いずれは側室の王子を国王にして、自分たちはその後ろ盾として権力を握ろうというわけである。
王妃様との仲が冷えていた王様は、この動きに同調した。
今から15年ほど前、王妃様は王宮からノコギリ山のふもとにある離宮へと移り住み、2人の王子も城を出て、後見人のもとで育てられることになった。名目は次代の王を養育するためだが、実際は体よく追い出されたのである。
「そんなことがあったんですか?」
私は今度こそ本気で驚いた。
あの殿下に、そんなヘビーな過去があったなんて信じられない。
いや、まだ会ったばかりだし、そんなよく知ってるわけじゃないけど。
年に似合わず落ち着いているのは、それだけ修羅場をくぐってきたからなのかもしれないし。
だけど、苦労した人特有の暗さとか、陰りとか、そういうものは感じなかった。もっとわかりやすくいえば、不幸そうな人には全然見えなかった。
しかしパイラは、私の驚きが十分理解できるという顔をしながらも、「カイヤ殿下も、子供の頃は随分苦労したみたいよ」と言った。
お城を追い出され、2人の息子とも引き離されてしまった王妃様は、孤独と失望から病みがちになる。
なんだかんだで女性に甘く、極悪人というわけでもない王様は、世間体を保つためだったのかもしれないが、たまに彼女のもとを見舞った。
そして12年前、クリスタリア姫が生まれる。
姫君の誕生を、王妃様はとても喜んだそうだ。
もしかしたら、冷え切っていた夫婦関係を変えるきっかけになるかもしれない、という希望があったのかも――とは、パイラの推測である。
だが、現実には王妃様の立場が変わることはなく、クリスタリア姫もそのまま離宮で成長する。
正統な王家の血を引きながら、誰にも顧みられることのない姫と王妃。
当時のクリスタリア姫は、その存在自体、国民にほとんど知られておらず、「忘れられた姫君」なんて呼ばれたりもしたそうだ。……かくいう私も、殿下に会うまで、クリスタリア姫の名前すら知らなかった。
「カイヤ殿下はその頃どうしてたんですか?」
妹姫が生まれて間もなくというなら、殿下は10代前半か。
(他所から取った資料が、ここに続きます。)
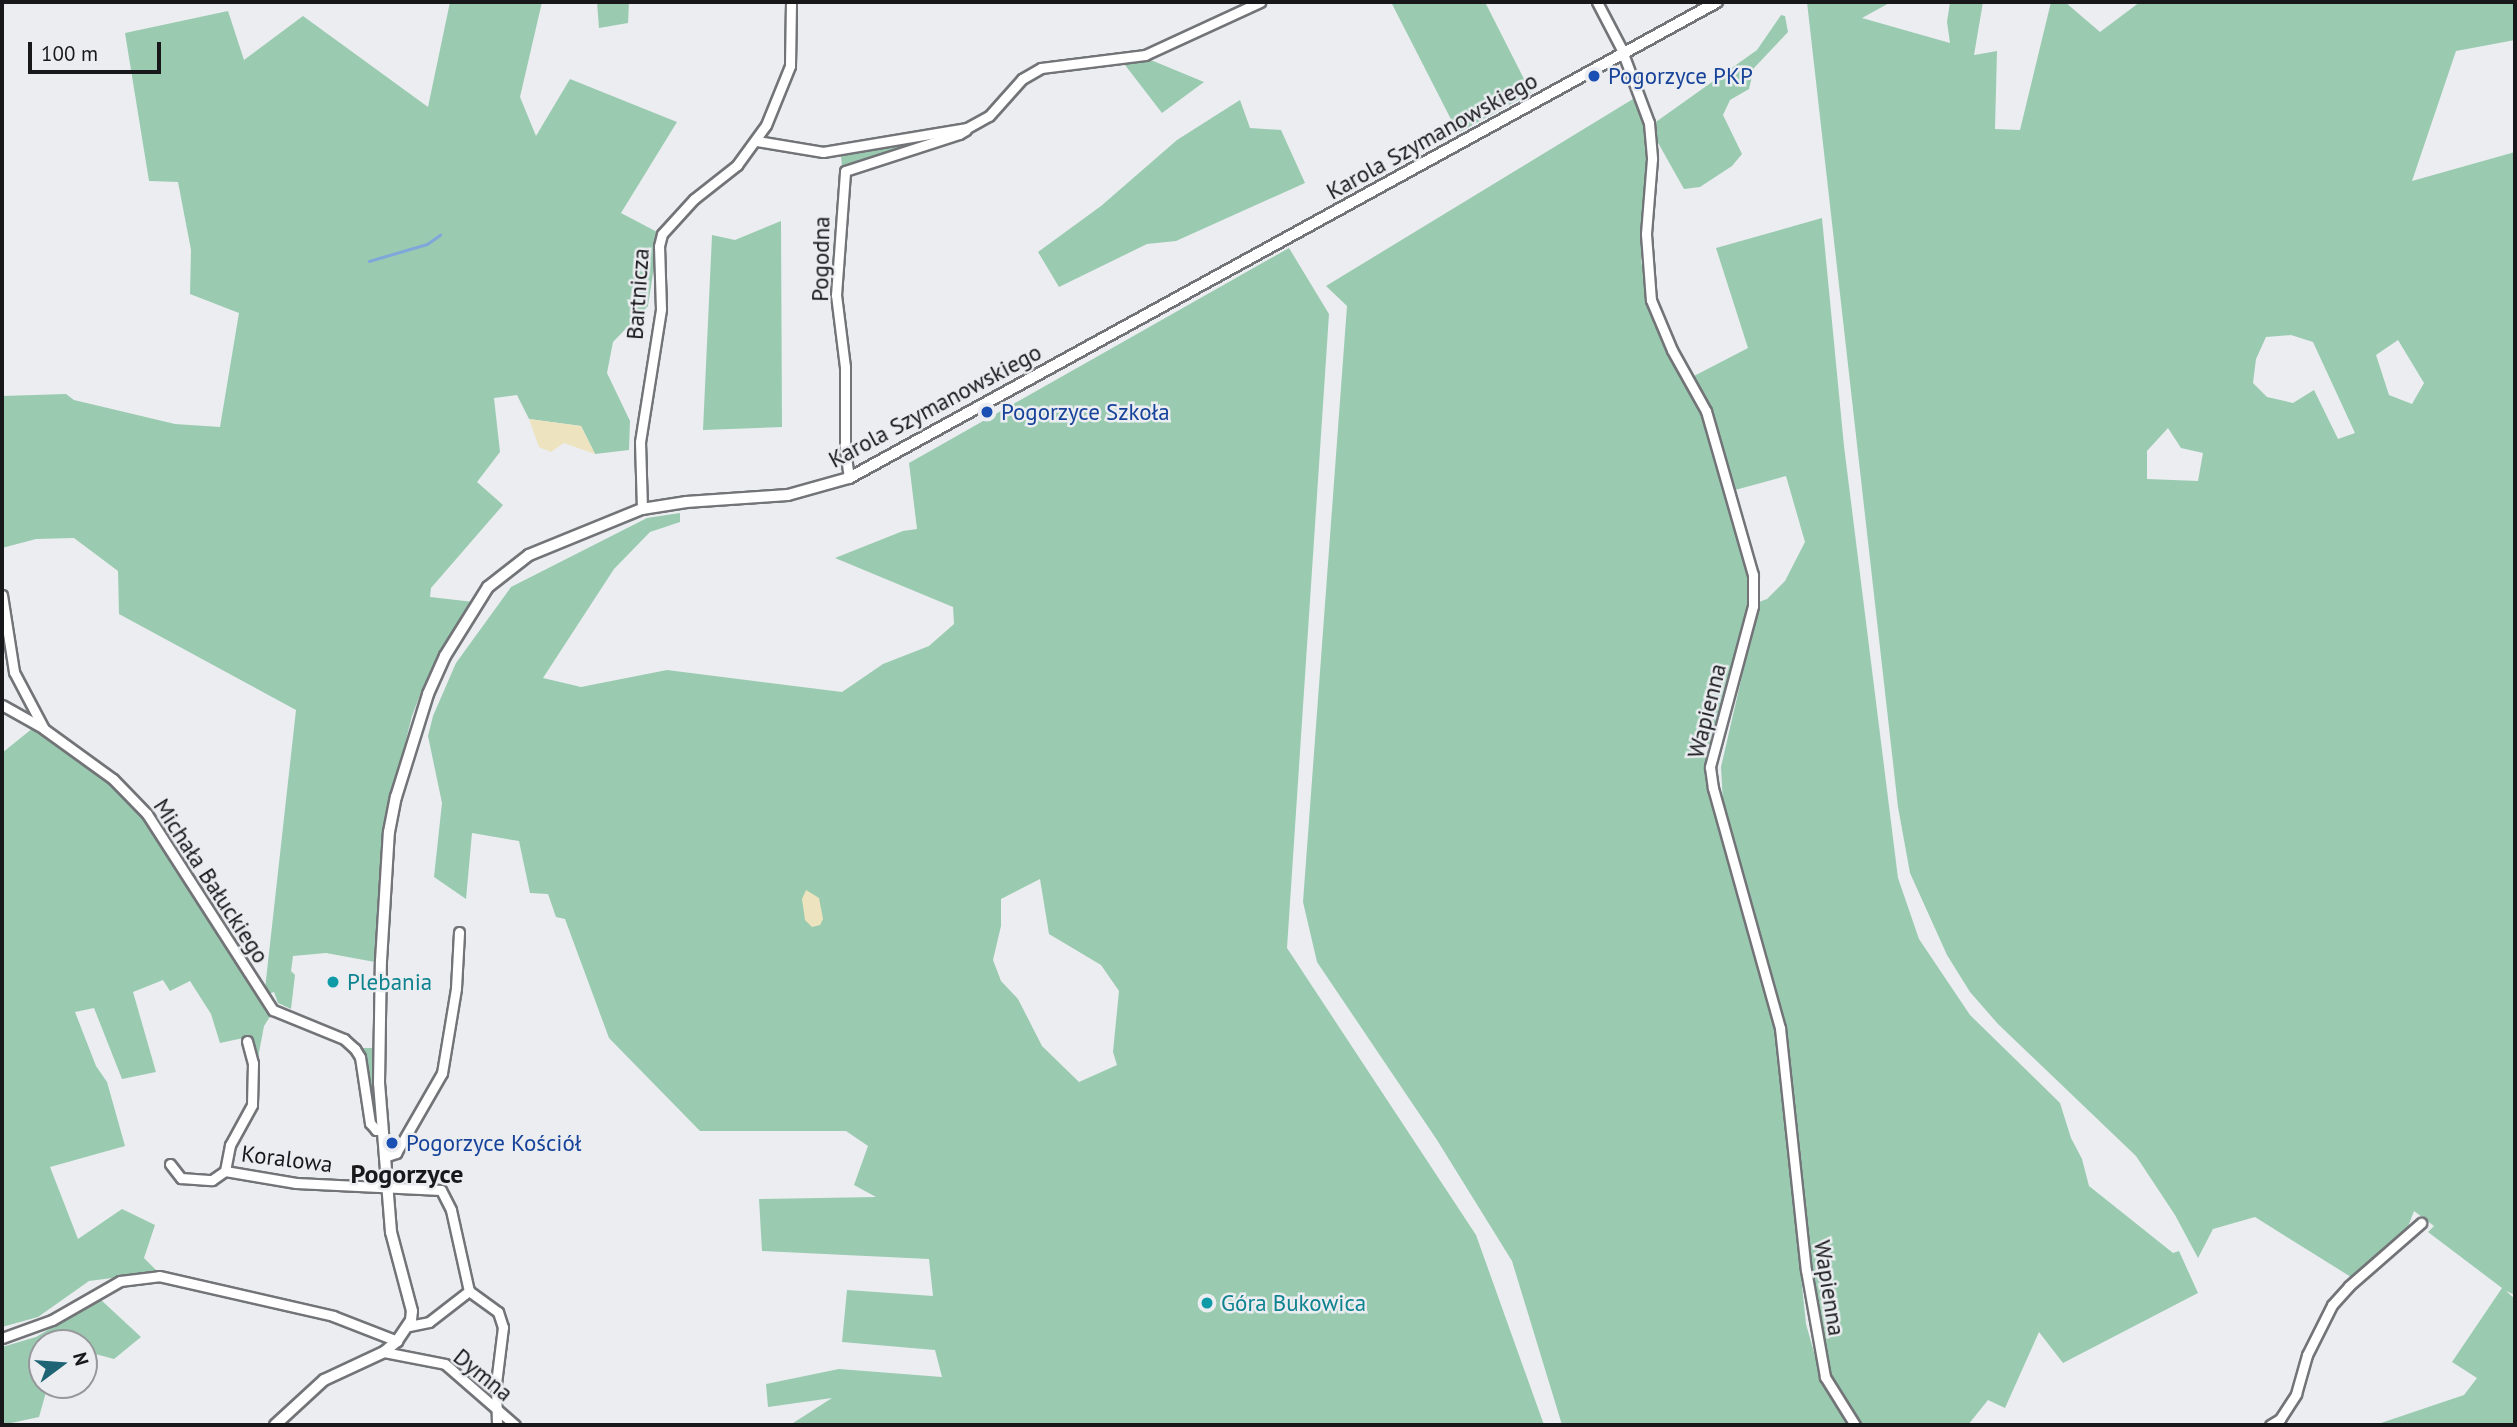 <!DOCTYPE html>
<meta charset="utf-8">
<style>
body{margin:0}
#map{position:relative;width:2517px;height:1427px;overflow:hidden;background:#ebedf1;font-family:"PT Sans",sans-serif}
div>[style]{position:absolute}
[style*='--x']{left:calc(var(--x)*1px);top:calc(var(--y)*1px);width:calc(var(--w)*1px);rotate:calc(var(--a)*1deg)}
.green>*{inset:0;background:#9acbb0}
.sand>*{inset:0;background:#ede3be}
.stream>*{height:2.5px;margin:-1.25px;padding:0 1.25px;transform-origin:1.25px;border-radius:1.25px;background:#7fa7da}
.roads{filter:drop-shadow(2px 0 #727478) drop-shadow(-2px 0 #727478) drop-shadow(0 2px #727478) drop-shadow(0 -2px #727478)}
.minor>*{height:9px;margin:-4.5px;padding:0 4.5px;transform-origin:4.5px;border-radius:4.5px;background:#fff}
.tertiary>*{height:10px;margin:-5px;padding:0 5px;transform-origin:5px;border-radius:5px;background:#fff}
.dots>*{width:19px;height:19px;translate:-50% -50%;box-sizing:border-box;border:4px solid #ebedf1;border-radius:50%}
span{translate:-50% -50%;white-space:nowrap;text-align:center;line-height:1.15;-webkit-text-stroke:5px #ebedf1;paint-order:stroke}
.transit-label{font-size:23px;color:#164399}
.left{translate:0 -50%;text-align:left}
.street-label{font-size:23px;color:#18181a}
.culture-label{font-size:23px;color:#0d838f}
.quarter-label{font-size:26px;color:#18181a;font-weight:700}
.frame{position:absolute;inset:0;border:4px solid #18181a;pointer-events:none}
.north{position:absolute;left:28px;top:1329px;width:70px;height:70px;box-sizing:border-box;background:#ebedf1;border:2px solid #97989b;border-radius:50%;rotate:74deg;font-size:19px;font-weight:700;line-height:28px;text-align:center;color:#18181a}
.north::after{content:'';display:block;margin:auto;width:24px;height:32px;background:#1e6474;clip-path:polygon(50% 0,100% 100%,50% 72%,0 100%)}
.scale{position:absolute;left:28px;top:42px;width:133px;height:32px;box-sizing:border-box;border:4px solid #18181a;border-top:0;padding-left:9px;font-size:21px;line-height:24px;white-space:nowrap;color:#18181a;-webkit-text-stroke:5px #ebedf1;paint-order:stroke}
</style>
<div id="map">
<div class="green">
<i style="clip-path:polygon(450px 2px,542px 2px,520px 97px,536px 136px,570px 79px,677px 122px,621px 213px,659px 233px,648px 306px,613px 342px,607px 373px,630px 421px,629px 450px,595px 454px,581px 426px,529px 419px,517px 395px,494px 398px,500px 452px,477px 482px,503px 505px,431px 588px,430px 597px,474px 602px,420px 695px,412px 716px,388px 811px,375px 962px,326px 953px,293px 956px,291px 971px,295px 975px,291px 1009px,278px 1003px,274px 992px,268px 994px,265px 989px,296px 710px,119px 614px,118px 571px,74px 538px,36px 539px,2px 548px,2px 396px,66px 394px,74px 400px,175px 424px,220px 427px,239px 313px,190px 294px,191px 250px,178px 182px,149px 181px,125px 33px,228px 11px,244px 60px,303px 16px,428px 107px)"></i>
<i style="clip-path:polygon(597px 2px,629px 2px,628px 23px,599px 28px)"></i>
<i style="clip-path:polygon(1391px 2px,1485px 2px,1531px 93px,1458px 133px)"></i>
<i style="clip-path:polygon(evenodd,1807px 2px,1891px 2px,1862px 18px,1950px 43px,1947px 22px,1950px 2px,1983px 2px,1974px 55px,1997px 51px,1995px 129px,2020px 130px,2051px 2px,2065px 2px,2100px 32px,2140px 2px,2515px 2px,2515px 40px,2456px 51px,2412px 181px,2515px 152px,2515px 1295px,2506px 1291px,2515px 1299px,2515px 1425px,2375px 1425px,2464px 1395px,2477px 1378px,2452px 1362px,2502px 1288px,2428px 1232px,2434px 1226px,2414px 1211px,2406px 1232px,2359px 1282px,2255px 1217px,2213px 1229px,2198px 1258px,2175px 1215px,2136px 1156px,1998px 1024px,1970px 992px,1947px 955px,1910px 873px,1898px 807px,1807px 2px,2291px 335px,2313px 342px,2355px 433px,2338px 439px,2314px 390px,2293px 403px,2267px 397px,2253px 383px,2256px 359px,2266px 337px,2291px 335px,1807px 2px,2398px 340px,2424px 383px,2412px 404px,2389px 395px,2376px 355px,2398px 340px,1807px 2px,2168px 428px,2181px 448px,2203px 453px,2198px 481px,2147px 479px,2147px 451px,2168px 428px)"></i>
<i style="clip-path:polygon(1781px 15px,1785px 16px,1788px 32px,1754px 68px,1749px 89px,1730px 100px,1723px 115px,1742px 154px,1732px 166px,1700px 187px,1684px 189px,1657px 141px,1653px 124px,1757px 50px)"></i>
<i style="clip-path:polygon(1146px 58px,1204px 82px,1162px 113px,1125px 65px,1128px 61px)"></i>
<i style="clip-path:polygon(1633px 99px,1646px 125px,1649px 154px,1641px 259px,1647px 301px,1670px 355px,1703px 415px,1750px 577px,1749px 605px,1712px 743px,1699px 750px,1709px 753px,1710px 789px,1775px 1028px,1806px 1324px,1822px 1381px,1849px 1425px,1562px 1425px,1512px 1261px,1437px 1140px,1317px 962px,1303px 902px,1347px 306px,1326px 286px)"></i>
<i style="clip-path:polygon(1240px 100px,1250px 128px,1281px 130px,1305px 183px,1176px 241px,1147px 244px,1059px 287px,1038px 252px,1101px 206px,1177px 140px)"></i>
<i style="clip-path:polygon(956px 133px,842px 168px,841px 154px,894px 142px)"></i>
<i style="clip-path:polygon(1822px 218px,1844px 446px,1898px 878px,1919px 939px,1970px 1015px,2060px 1103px,2071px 1138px,2082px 1159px,2089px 1186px,2173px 1253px,2179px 1251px,2198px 1293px,2063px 1363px,2039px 1332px,2005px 1408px,1988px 1400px,1968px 1425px,1861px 1425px,1830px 1378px,1816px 1323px,1784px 1028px,1723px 803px,1721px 767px,1759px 602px,1767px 599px,1785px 581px,1805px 542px,1786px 476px,1735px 490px,1711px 410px,1694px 376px,1748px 348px,1716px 248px)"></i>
<i style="clip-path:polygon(781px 221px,782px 427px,703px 430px,712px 235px,735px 240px)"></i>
<i style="clip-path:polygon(evenodd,1289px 248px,1329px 314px,1287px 948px,1476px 1235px,1544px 1425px,790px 1425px,832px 1398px,768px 1407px,766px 1384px,839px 1369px,942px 1377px,935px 1350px,842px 1342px,847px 1290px,933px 1296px,929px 1259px,762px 1251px,759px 1199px,876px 1197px,854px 1185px,868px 1146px,846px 1131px,700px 1131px,609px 1038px,565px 919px,556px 917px,548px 894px,530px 893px,519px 841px,472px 833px,466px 899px,434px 877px,442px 803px,428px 736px,433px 716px,456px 663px,511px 587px,647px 518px,680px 513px,680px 522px,650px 532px,614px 569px,543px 678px,581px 687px,667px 670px,842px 692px,883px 664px,929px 646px,954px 624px,953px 607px,835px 558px,903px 531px,917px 529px,909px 463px,1289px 248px,1040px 879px,1049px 934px,1101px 965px,1119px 991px,1113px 1052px,1117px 1065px,1079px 1082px,1042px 1046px,1018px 999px,1001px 981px,993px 960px,1001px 926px,1001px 899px,1040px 879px)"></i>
<i style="clip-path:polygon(33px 728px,110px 781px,128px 798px,156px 835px,271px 1015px,264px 1026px,257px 1063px,248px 1037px,220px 1043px,211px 1014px,190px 981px,170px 991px,163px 980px,133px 992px,156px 1072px,122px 1079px,94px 1008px,75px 1012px,96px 1066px,107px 1082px,125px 1146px,50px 1167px,78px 1239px,122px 1209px,155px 1225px,144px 1258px,158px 1272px,89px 1281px,38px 1317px,2px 1327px,2px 753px)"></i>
<i style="clip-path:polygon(360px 1048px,373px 1048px,376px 1114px,372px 1113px)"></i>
<i style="clip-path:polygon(100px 1299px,141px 1337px,114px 1359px,84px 1351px,84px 1343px,42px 1343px,42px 1385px,48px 1385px,39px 1417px,2px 1425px,2px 1347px,36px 1337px)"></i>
</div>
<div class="sand">
<i style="clip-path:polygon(529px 419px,581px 426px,595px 454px,564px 443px,551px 452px,539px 447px)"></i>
<i style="clip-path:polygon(806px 890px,819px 898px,823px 919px,820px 925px,812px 927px,805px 920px,802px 899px)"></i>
</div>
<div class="stream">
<i style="--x:369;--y:261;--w:60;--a:-16.3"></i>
<i style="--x:427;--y:244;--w:16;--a:-35"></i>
</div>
<div class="roads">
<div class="minor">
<i style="--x:1597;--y:2;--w:52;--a:62.4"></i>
<i style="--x:1621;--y:48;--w:80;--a:69.5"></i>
<i style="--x:1649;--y:123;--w:36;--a:85"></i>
<i style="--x:1652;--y:159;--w:75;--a:94.6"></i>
<i style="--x:1646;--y:234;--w:66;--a:85.7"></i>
<i style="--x:1651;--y:300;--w:54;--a:67.2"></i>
<i style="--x:1672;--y:350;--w:70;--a:60.9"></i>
<i style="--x:1706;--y:411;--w:171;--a:74"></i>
<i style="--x:1753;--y:575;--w:31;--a:90"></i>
<i style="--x:1753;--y:606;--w:167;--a:105"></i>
<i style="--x:1710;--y:767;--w:21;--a:82"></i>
<i style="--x:1713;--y:788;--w:249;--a:74.4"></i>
<i style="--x:1780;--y:1028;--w:243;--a:83.9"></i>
<i style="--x:1806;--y:1270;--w:109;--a:79.9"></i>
<i style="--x:1825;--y:1377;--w:57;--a:58"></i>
<i style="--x:757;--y:141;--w:67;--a:9.5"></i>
<i style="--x:823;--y:152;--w:146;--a:-9.5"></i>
<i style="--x:967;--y:128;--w:25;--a:-29"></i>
<i style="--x:989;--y:116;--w:50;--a:-48.3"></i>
<i style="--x:1022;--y:79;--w:22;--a:-30"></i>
<i style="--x:1041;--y:68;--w:105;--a:-7.1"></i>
<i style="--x:1145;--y:55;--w:127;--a:-24.7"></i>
<i style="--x:849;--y:478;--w:30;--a:-98"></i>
<i style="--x:845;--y:448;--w:81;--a:-90"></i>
<i style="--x:845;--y:367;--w:73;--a:-97.1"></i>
<i style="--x:836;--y:295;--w:124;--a:-85.8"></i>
<i style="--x:845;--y:171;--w:120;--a:-18"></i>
<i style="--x:959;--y:134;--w:8;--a:-30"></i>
<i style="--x:642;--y:509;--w:67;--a:-91.7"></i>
<i style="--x:640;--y:442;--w:135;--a:-81"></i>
<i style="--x:661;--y:309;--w:63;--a:-91.8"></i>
<i style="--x:659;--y:246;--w:12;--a:-76"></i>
<i style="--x:662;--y:234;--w:47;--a:-47.6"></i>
<i style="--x:694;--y:199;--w:55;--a:-38.3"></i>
<i style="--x:737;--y:165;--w:49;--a:-54.1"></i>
<i style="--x:766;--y:125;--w:64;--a:-67.9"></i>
<i style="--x:790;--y:66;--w:64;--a:-89.1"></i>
<i style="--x:2;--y:595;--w:78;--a:81.1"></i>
<i style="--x:14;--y:672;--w:64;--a:62.2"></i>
<i style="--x:44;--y:729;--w:85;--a:35.9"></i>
<i style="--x:113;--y:779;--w:49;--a:45.8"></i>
<i style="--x:147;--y:814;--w:233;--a:57.3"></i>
<i style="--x:273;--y:1010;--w:77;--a:22.2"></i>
<i style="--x:344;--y:1039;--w:15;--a:42"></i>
<i style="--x:355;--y:1049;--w:9;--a:58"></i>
<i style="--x:360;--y:1057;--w:67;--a:81.4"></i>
<i style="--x:370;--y:1123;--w:9;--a:49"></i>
<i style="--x:376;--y:1130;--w:6;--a:-9"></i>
<i style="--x:2;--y:705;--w:47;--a:29.3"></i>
<i style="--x:247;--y:1041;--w:23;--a:75"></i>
<i style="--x:253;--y:1063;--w:42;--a:91.4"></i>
<i style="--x:252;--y:1105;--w:46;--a:118.8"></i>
<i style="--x:230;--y:1145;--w:26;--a:101"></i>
<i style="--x:225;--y:1171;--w:72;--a:9.6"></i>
<i style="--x:296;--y:1183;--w:145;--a:2.8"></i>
<i style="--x:441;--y:1190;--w:22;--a:63"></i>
<i style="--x:451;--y:1210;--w:83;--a:77.5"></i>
<i style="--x:384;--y:1157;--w:13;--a:-18"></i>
<i style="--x:396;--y:1153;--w:92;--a:-60.1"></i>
<i style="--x:442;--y:1073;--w:86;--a:-80.6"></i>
<i style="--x:456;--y:988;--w:56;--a:-86.9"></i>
<i style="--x:170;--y:1164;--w:18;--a:52"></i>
<i style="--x:181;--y:1178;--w:31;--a:4"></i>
<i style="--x:212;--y:1180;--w:16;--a:-35"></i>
<i style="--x:469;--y:1291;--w:36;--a:36"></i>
<i style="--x:498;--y:1312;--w:16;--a:72"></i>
<i style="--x:503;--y:1327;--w:56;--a:97.1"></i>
<i style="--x:496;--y:1383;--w:42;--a:88.6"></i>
<i style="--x:409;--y:1326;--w:20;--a:-11"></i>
<i style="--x:429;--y:1322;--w:51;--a:-37.8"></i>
<i style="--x:2;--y:1338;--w:53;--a:-19.8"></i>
<i style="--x:52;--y:1320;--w:78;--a:-29.8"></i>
<i style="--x:120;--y:1281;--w:39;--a:-7"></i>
<i style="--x:159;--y:1276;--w:179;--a:12.9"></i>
<i style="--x:333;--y:1316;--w:69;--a:21.3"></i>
<i style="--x:384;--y:1352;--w:62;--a:11.1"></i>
<i style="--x:445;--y:1364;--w:93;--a:41.1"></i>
<i style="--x:2270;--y:1425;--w:12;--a:-31"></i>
<i style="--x:2280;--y:1419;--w:30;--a:-57"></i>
<i style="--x:2296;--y:1394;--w:41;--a:-74.2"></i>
<i style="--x:2307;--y:1355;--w:56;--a:-63.4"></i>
<i style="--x:2332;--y:1305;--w:25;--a:-48"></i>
<i style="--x:2349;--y:1286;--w:96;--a:-41.2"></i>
</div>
<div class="tertiary">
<i style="--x:275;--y:1425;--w:67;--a:-42.6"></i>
<i style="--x:324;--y:1380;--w:66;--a:-25"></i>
<i style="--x:384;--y:1352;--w:17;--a:-40"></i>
<i style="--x:397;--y:1341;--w:25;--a:-56"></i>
<i style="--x:411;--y:1320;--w:9;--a:-84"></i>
<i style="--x:412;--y:1311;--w:82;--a:-104.9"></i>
<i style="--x:391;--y:1232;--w:149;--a:-94.6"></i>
<i style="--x:379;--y:1083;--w:122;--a:-89.1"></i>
<i style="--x:381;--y:961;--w:129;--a:-86.5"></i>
<i style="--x:389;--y:832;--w:36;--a:-79"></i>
<i style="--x:396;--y:797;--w:108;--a:-72.7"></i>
<i style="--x:428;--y:694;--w:42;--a:-65.9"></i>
<i style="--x:445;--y:656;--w:81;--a:-58.1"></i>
<i style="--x:488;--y:587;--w:52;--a:-38"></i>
<i style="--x:529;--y:555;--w:122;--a:-22.2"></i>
<i style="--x:642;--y:509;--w:45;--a:-9"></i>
<i style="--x:686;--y:502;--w:102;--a:-3.9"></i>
<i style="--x:788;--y:495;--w:63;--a:-15.6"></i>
<i style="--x:849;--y:478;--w:990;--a:-28.74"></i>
</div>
</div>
<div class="dots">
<i style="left:1594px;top:76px;background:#1a4fb4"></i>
<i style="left:987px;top:412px;background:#1a4fb4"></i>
<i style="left:333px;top:982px;background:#0f9aa8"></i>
<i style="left:392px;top:1143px;background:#1a4fb4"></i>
<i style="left:1207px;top:1303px;background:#0f9aa8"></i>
</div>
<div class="transit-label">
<span class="left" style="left:1608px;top:76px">Pogorzyce PKP</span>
<span class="left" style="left:1001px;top:412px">Pogorzyce Szkoła</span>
<span class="left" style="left:406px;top:1143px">Pogorzyce Kościół</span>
</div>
<div class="street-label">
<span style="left:1432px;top:136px;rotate:-29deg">Karola Szymanowskiego</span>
<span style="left:821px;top:259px;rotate:-89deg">Pogodna</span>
<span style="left:638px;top:294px;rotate:-86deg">Bartnicza</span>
<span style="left:935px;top:406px;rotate:-28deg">Karola Szymanowskiego</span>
<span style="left:1707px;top:711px;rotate:-76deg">Wapienna</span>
<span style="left:211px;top:881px;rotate:57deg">Michała Bałuckiego</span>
<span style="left:287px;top:1159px;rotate:7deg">Koralowa</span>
<span style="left:1829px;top:1288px;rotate:81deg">Wapienna</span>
<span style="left:483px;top:1375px;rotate:39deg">Dymna</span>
</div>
<div class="culture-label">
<span class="left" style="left:347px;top:982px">Plebania</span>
<span class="left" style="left:1221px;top:1303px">Góra Bukowica</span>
</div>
<div class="quarter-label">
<span style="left:407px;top:1174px">Pogorzyce</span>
</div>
<div class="frame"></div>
<div class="north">N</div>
<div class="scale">100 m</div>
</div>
さっきの話だと、王宮を出された後は、後見人とやらのもとで生活してたんだっけ?
パイラの答えは、「殿下も王妃様の離宮に居たそうよ」だった。
「……後見人の所じゃなくて?」
「よく知らないけど……、とにかくそうらしいの。身重の王妃様のお見舞いに行って、そのまま離宮で暮らしたとか何とか……」
パイラは本当によく知らないらしく、自分でも首をかしげている。
ともかくカイヤ殿下は母親の離宮で妹姫の誕生に立ち会い、その後も共に暮らした。
「殿下と姫様にとっては、1番平和な時期だったみたいね」
パイラはそう言って、ふっと肩を落とした。